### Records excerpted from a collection

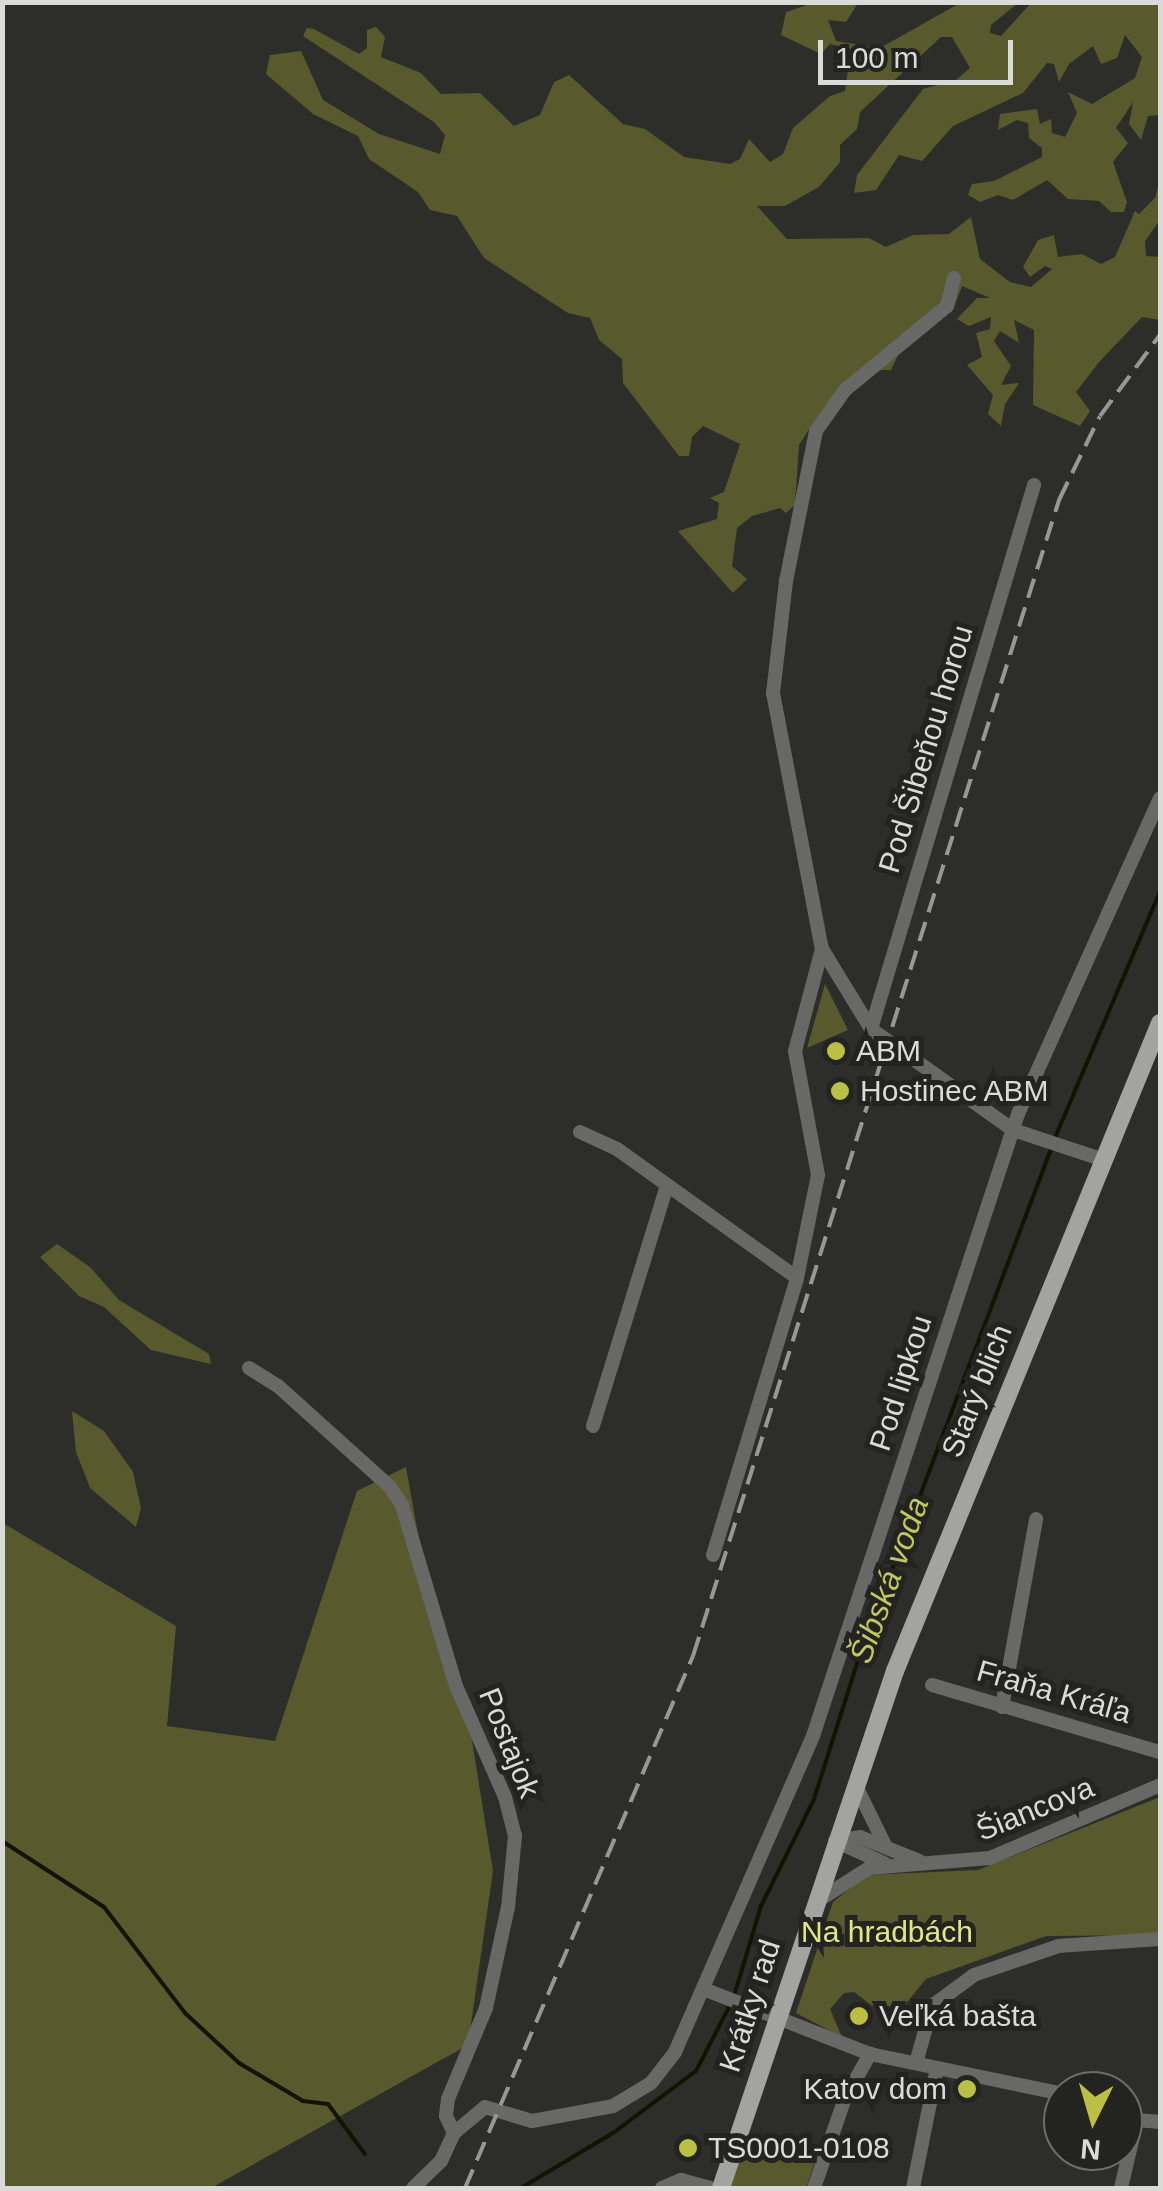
<!DOCTYPE html>
<meta charset="utf-8">
<style>
body{margin:0}
#map{position:relative;width:1163px;height:2191px;overflow:hidden;background:#2d2d2a;font-family:Helvetica,sans-serif}
div>[style]{position:absolute}
.green>*{inset:0;background:#585a2d}
.stream>*{height:4px;margin:-2px;padding:0 2px;transform-origin:2px;border-radius:2px;background:#121300}
.minor>*{height:14px;margin:-7px;padding:0 7px;transform-origin:7px;border-radius:7px;background:#686867}
.major>*{height:18px;margin:-9px;padding:0 9px;transform-origin:9px;border-radius:9px;background:#a3a3a0}
.rail>*{height:4px;margin-top:-2px;transform-origin:0;background:repeating-linear-gradient(90deg,#979795 0 20px,transparent 0 30px)}
.dots>*{width:28px;height:28px;translate:-50% -50%;box-sizing:border-box;border:5px solid #232421;border-radius:50%}
span{translate:-50% -50%;white-space:nowrap;text-align:center;line-height:1.15;-webkit-text-stroke:10px #232421;paint-order:stroke}
.street-label{font-size:30px;color:#dadad8}
.poi-label{font-size:30px;color:#dadad8}
.left{translate:0 -50%;text-align:left}
.right{translate:-100% -50%;text-align:right}
.park-label{font-size:30px;color:#e2e880}
.water-label{font-size:32px;color:#c1c65e;font-style:italic}
.frame{position:absolute;inset:0;border:5px solid #dadad8;pointer-events:none}
.north{position:absolute;left:1043px;top:2071px;width:100px;height:100px;box-sizing:border-box;background:#232421;border:2px solid #6c6d6a;border-radius:50%;rotate:185deg;font-size:28px;font-weight:700;line-height:40px;text-align:center;color:#dadad8}
.north::after{content:'';display:block;margin:auto;width:35px;height:45px;background:#bbc045;clip-path:polygon(50% 0,100% 100%,50% 72%,0 100%)}
.scale{position:absolute;left:818px;top:40px;width:195px;height:45px;box-sizing:border-box;border:5px solid #dadad8;border-top:0;padding-left:12px;font-size:30px;line-height:35px;white-space:nowrap;color:#dadad8;-webkit-text-stroke:8px #232421;paint-order:stroke}
</style>
<div id="map">
<div class="green">
<i style="clip-path:polygon(813px 3px,858px 3px,846px 22px,828px 20px,836px 41px,880px 48px,960px 3px,1018px 3px,991px 25px,990px 33px,1001px 36px,1031px 3px,1160px 3px,1160px 115px,1148px 116px,1141px 140px,1129px 124px,1133px 102px,1116px 128px,1128px 143px,1113px 162px,1127px 202px,1124px 212px,1111px 212px,1099px 201px,1068px 199px,1047px 180px,1013px 200px,998px 195px,980px 202px,968px 195px,972px 184px,994px 181px,1042px 157px,1042px 148px,1029px 138px,1028px 123px,1017px 120px,998px 130px,1000px 114px,1037px 109px,1040px 124px,1051px 119px,1052px 133px,1065px 137px,1077px 113px,1068px 92px,1092px 104px,1135px 78px,1142px 57px,1125px 35px,1117px 58px,1101px 64px,1093px 46px,1069px 64px,1059px 82px,1054px 64px,1047px 63px,1023px 93px,953px 126px,922px 161px,899px 155px,876px 190px,854px 193px,857px 175px,923px 89px,956px 80px,970px 68px,952px 37px,941px 37px,860px 112px,857px 129px,840px 145px,840px 162px,819px 187px,785px 206px,757px 206px,787px 239px,869px 238px,886px 247px,913px 235px,949px 234px,971px 217px,980px 259px,1010px 282px,1031px 287px,1052px 269px,1045px 266px,1030px 277px,1023px 267px,1038px 240px,1054px 235px,1058px 257px,1082px 254px,1101px 264px,1115px 257px,1135px 211px,1139px 214px,1155px 198px,1160px 180px,1160px 220px,1145px 241px,1146px 256px,1160px 257px,1160px 320px,1142px 317px,1100px 361px,1076px 392px,1090px 411px,1080px 426px,1033px 405px,1034px 330px,1014px 320px,1019px 343px,1000px 331px,994px 341px,1011px 366px,1001px 385px,1019px 383px,1005px 404px,1001px 426px,988px 414px,993px 395px,967px 365px,982px 357px,976px 333px,990px 329px,991px 317px,969px 326px,957px 319px,977px 298px,990px 298px,962px 286px,953px 310px,906px 339px,891px 370px,875px 370px,813px 423px,799px 445px,795px 505px,786px 513px,780px 508px,752px 516px,737px 528px,732px 566px,747px 579px,733px 593px,678px 531px,717px 519px,719px 503px,710px 498px,724px 492px,740px 444px,703px 426px,692px 437px,689px 456px,679px 456px,623px 383px,622px 359px,599px 340px,590px 318px,568px 313px,484px 258px,457px 216px,430px 210px,418px 192px,369px 159px,358px 136px,313px 114px,266px 74px,270px 55px,301px 51px,323px 100px,379px 134px,440px 154px,445px 135px,434px 122px,303px 36px,307px 28px,314px 29px,359px 54px,367px 48px,367px 30px,376px 27px,385px 37px,381px 57px,421px 73px,441px 94px,480px 93px,514px 126px,540px 115px,554px 82px,569px 75px,623px 124px,645px 129px,684px 157px,730px 164px,740px 159px,749px 139px,770px 162px,783px 154px,793px 128px,830px 96px,845px 91px,851px 49px,830px 44px,821px 54px,781px 35px,786px 12px)"></i>
<i style="clip-path:polygon(825px 984px,848px 1030px,807px 1048px)"></i>
<i style="clip-path:polygon(57px 1244px,90px 1267px,119px 1300px,209px 1354px,211px 1364px,151px 1350px,104px 1307px,79px 1296px,40px 1257px)"></i>
<i style="clip-path:polygon(72px 1411px,104px 1431px,133px 1472px,141px 1508px,136px 1527px,90px 1488px,76px 1452px)"></i>
<i style="clip-path:polygon(406px 1467px,428px 1590px,469px 1722px,493px 1871px,468px 2045px,211px 2188px,3px 2188px,3px 1523px,176px 1626px,167px 1726px,275px 1741px,357px 1491px)"></i>
<i style="clip-path:polygon(1160px 1797px,1160px 1935px,1046px 1936px,926px 1979px,903px 2007px,886px 2006px,887px 2017px,854px 1992px,844px 1993px,830px 2009px,842px 2037px,796px 2013px,833px 1902px,866px 1875px,978px 1870px)"></i>
<i style="clip-path:polygon(750px 2137px,816px 2158px,806px 2188px,721px 2188px)"></i>
</div>
<div class="stream">
<i style="left:1054px;top:1140px;width:270px;rotate:-66.9deg"></i>
<i style="left:2px;top:1841px;width:121px;rotate:32.9deg"></i>
<i style="left:104px;top:1907px;width:133px;rotate:52.6deg"></i>
<i style="left:185px;top:2013px;width:74px;rotate:42.8deg"></i>
<i style="left:239px;top:2063px;width:74px;rotate:30.7deg"></i>
<i style="left:303px;top:2101px;width:25px;rotate:7deg"></i>
<i style="left:328px;top:2104px;width:62px;rotate:53.5deg"></i>
<i style="left:734px;top:1996px;width:94px;rotate:-73.3deg"></i>
<i style="left:761px;top:1906px;width:119px;rotate:-63.6deg"></i>
<i style="left:814px;top:1799px;width:146px;rotate:-72.4deg"></i>
<i style="left:858px;top:1660px;width:546px;rotate:-69.31deg"></i>
<i style="left:521px;top:2188px;width:107px;rotate:-30.9deg"></i>
<i style="left:613px;top:2133px;width:104px;rotate:-36.8deg"></i>
<i style="left:696px;top:2071px;width:74px;rotate:-62.7deg"></i>
</div>
<div class="minor">
<i style="left:954px;top:278px;width:29px;rotate:104deg"></i>
<i style="left:947px;top:306px;width:132px;rotate:140.5deg"></i>
<i style="left:845px;top:390px;width:50px;rotate:125.3deg"></i>
<i style="left:816px;top:431px;width:153px;rotate:101.3deg"></i>
<i style="left:786px;top:581px;width:113px;rotate:96.6deg"></i>
<i style="left:773px;top:693px;width:261px;rotate:79.2deg"></i>
<i style="left:822px;top:949px;width:94px;rotate:58.5deg"></i>
<i style="left:871px;top:1029px;width:174px;rotate:35.4deg"></i>
<i style="left:1013px;top:1130px;width:93px;rotate:18.2deg"></i>
<i style="left:871px;top:1029px;width:568px;rotate:-73.32deg"></i>
<i style="left:580px;top:1132px;width:41px;rotate:24.7deg"></i>
<i style="left:617px;top:1149px;width:221px;rotate:35.6deg"></i>
<i style="left:249px;top:1368px;width:34px;rotate:32deg"></i>
<i style="left:278px;top:1386px;width:151px;rotate:42deg"></i>
<i style="left:390px;top:1487px;width:22px;rotate:56deg"></i>
<i style="left:402px;top:1505px;width:189px;rotate:73.4deg"></i>
<i style="left:456px;top:1686px;width:121px;rotate:66.2deg"></i>
<i style="left:505px;top:1797px;width:40px;rotate:75.6deg"></i>
<i style="left:515px;top:1836px;width:71px;rotate:95.6deg"></i>
<i style="left:508px;top:1907px;width:103px;rotate:102.3deg"></i>
<i style="left:486px;top:2008px;width:99px;rotate:112.7deg"></i>
<i style="left:448px;top:2099px;width:17px;rotate:97deg"></i>
<i style="left:446px;top:2116px;width:19px;rotate:65deg"></i>
<i style="left:593px;top:1426px;width:252px;rotate:-72.9deg"></i>
<i style="left:713px;top:1555px;width:289px;rotate:-73.1deg"></i>
<i style="left:797px;top:1278px;width:105px;rotate:-78.5deg"></i>
<i style="left:818px;top:1175px;width:126px;rotate:-100.5deg"></i>
<i style="left:795px;top:1051px;width:106px;rotate:-75.2deg"></i>
<i style="left:932px;top:1685px;width:238px;rotate:16.4deg"></i>
<i style="left:1002px;top:1707px;width:191px;rotate:-79.7deg"></i>
<i style="left:856px;top:1786px;width:66px;rotate:63.8deg"></i>
<i style="left:835px;top:1841px;width:25px;rotate:-9deg"></i>
<i style="left:860px;top:1837px;width:64px;rotate:22.1deg"></i>
<i style="left:835px;top:1841px;width:54px;rotate:24.2deg"></i>
<i style="left:819px;top:1900px;width:59px;rotate:-32.6deg"></i>
<i style="left:869px;top:1868px;width:121px;rotate:-4.7deg"></i>
<i style="left:990px;top:1858px;width:185px;rotate:-23.2deg"></i>
<i style="left:706px;top:1990px;width:176px;rotate:21.3deg"></i>
<i style="left:870px;top:2054px;width:197px;rotate:11.7deg"></i>
<i style="left:916px;top:2063px;width:59px;rotate:-74.3deg"></i>
<i style="left:932px;top:2006px;width:52px;rotate:-36.4deg"></i>
<i style="left:974px;top:1975px;width:89px;rotate:-19deg"></i>
<i style="left:1058px;top:1946px;width:102px;rotate:-3.9deg"></i>
<i style="left:1123px;top:2109px;width:18px;rotate:38deg"></i>
<i style="left:1137px;top:2120px;width:23px;rotate:5deg"></i>
<i style="left:413px;top:2188px;width:39px;rotate:-44deg"></i>
<i style="left:441px;top:2161px;width:31px;rotate:-65deg"></i>
<i style="left:454px;top:2133px;width:40px;rotate:-40deg"></i>
<i style="left:485px;top:2107px;width:49px;rotate:16.6deg"></i>
<i style="left:532px;top:2121px;width:82px;rotate:-10.5deg"></i>
<i style="left:613px;top:2106px;width:44px;rotate:-31.2deg"></i>
<i style="left:651px;top:2083px;width:39px;rotate:-52deg"></i>
<i style="left:675px;top:2052px;width:345px;rotate:-66.4deg"></i>
<i style="left:813px;top:1736px;width:655px;rotate:-71.76deg"></i>
<i style="left:1018px;top:1114px;width:346px;rotate:-65.8deg"></i>
<i style="left:662px;top:2188px;width:21px;rotate:-23deg"></i>
<i style="left:681px;top:2180px;width:30px;rotate:15deg"></i>
<i style="left:814px;top:2188px;width:95px;rotate:-71deg"></i>
<i style="left:845px;top:2098px;width:51px;rotate:-60.4deg"></i>
<i style="left:913px;top:2188px;width:122px;rotate:-78.7deg"></i>
<i style="left:1121px;top:2188px;width:70px;rotate:-76.8deg"></i>
</div>
<div class="major">
<i style="left:721px;top:2188px;width:545px;rotate:-71.4deg"></i>
<i style="left:895px;top:1671px;width:700px;rotate:-67.76deg"></i>
</div>
<div class="rail">
<i style="left:465px;top:2188px;width:579px;rotate:-66.8deg"></i>
<i style="left:693px;top:1656px;width:1213px;rotate:-72.43deg"></i>
<i style="left:1059px;top:500px;width:93px;rotate:-64deg"></i>
<i style="left:1100px;top:416px;width:101px;rotate:-53.5deg"></i>
</div>
<div class="dots">
<i style="left:836px;top:1051px;background:#bbc045"></i>
<i style="left:840px;top:1091px;background:#bbc045"></i>
<i style="left:859px;top:2016px;background:#bbc045"></i>
<i style="left:967px;top:2089px;background:#bbc045"></i>
<i style="left:688px;top:2148px;background:#bbc045"></i>
</div>
<div class="street-label">
<span style="left:926px;top:749px;rotate:-73deg">Pod Šibeňou horou</span>
<span style="left:901px;top:1383px;rotate:-72deg">Pod lipkou</span>
<span style="left:977px;top:1391px;rotate:-68deg">Starý blich</span>
<span style="left:1054px;top:1692px;rotate:16deg">Fraňa Kráľa</span>
<span style="left:509px;top:1743px;rotate:68deg">Postajok</span>
<span style="left:1035px;top:1809px;rotate:-22deg">Šiancova</span>
<span style="left:750px;top:2006px;rotate:-72deg">Krátky rad</span>
</div>
<div class="poi-label">
<span class="left" style="left:856px;top:1051px">ABM</span>
<span class="left" style="left:860px;top:1091px">Hostinec ABM</span>
<span class="left" style="left:879px;top:2016px">Veľká bašta</span>
<span class="right" style="left:947px;top:2089px">Katov dom</span>
<span class="left" style="left:708px;top:2148px">TS0001-0108</span>
</div>
<div class="park-label">
<span style="left:887px;top:1932px">Na hradbách</span>
</div>
<div class="water-label">
<span style="left:889px;top:1580px;rotate:-70deg">Šibská voda</span>
</div>
<div class="frame"></div>
<div class="north">N</div>
<div class="scale">100 m</div>
</div>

### Exercise
Only the lines with the string "stroke" are wanted; pick them out of the records above and copy them.

### Answer to this exercise
span{translate:-50% -50%;white-space:nowrap;text-align:center;line-height:1.15;-webkit-text-stroke:10px #232421;paint-order:stroke}
.scale{position:absolute;left:818px;top:40px;width:195px;height:45px;box-sizing:border-box;border:5px solid #dadad8;border-top:0;padding-left:12px;font-size:30px;line-height:35px;white-space:nowrap;color:#dadad8;-webkit-text-stroke:8px #232421;paint-order:stroke}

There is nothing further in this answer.